# WORK TO BE COMPLETED
The required result is each line of the entries below containing the string "down".

# MATERIALS PROVIDED
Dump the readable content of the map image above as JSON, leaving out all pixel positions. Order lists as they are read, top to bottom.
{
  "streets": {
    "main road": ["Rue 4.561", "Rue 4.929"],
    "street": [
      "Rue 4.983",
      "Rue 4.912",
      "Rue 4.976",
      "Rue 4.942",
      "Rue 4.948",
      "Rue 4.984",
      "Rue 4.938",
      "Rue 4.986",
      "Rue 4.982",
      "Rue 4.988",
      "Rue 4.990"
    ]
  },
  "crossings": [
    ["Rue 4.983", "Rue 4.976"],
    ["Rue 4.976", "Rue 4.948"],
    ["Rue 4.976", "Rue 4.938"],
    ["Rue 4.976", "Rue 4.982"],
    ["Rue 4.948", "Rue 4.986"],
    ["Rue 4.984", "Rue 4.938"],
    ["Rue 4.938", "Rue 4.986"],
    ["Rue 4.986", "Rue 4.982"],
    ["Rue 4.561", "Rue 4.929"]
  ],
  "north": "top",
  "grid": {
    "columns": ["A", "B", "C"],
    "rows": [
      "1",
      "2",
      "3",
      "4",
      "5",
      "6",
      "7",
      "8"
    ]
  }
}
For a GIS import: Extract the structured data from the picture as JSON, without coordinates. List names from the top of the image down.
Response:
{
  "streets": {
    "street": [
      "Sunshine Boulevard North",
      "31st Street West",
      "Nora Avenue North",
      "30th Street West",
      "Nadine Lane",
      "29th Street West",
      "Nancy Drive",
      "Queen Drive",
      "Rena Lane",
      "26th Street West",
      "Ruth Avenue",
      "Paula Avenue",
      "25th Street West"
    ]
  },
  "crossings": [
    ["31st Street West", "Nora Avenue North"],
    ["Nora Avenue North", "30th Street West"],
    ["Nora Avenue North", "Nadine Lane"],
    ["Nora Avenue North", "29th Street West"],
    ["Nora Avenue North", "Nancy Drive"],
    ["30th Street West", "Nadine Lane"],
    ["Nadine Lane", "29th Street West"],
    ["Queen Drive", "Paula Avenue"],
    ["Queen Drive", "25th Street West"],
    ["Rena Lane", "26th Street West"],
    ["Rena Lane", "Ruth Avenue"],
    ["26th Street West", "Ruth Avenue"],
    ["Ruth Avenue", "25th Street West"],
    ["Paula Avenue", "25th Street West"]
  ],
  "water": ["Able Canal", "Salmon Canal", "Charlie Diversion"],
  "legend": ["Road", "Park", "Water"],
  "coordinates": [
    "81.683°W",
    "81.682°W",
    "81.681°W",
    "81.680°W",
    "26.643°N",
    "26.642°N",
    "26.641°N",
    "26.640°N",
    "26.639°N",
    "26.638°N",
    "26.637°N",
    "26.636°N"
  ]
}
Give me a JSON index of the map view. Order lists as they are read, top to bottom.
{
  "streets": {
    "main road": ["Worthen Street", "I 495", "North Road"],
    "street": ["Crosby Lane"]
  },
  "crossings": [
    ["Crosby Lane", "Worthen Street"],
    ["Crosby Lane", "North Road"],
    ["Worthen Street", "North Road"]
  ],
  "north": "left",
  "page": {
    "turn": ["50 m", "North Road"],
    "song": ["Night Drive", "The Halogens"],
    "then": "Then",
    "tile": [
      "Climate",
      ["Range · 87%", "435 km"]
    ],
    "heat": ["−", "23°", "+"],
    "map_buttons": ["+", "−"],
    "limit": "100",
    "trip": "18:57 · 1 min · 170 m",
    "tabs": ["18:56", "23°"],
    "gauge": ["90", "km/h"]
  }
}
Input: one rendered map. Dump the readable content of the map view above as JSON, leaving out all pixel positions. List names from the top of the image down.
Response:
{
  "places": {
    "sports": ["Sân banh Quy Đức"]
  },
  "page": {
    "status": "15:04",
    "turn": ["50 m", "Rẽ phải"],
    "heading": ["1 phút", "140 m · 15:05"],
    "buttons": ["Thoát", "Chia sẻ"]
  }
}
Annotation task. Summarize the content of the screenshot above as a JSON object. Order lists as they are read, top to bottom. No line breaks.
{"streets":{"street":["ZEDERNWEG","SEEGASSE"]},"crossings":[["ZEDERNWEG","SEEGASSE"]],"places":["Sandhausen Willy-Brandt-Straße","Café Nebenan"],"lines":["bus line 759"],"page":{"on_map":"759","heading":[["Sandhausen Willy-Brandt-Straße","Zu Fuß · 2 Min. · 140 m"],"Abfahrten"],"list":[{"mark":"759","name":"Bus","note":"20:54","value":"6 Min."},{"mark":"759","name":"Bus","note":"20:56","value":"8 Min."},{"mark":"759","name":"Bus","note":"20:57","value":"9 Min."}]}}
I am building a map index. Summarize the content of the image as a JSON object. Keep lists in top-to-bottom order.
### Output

# YOUR SOLUTION
For a GIS import: Extract the structured data from the picture as JSON, without coordinates. List names from the top of the image down.
Input: one rendered map. Dump the readable content of the map view above as JSON, leaving out all pixel positions. List names from the top of the image down.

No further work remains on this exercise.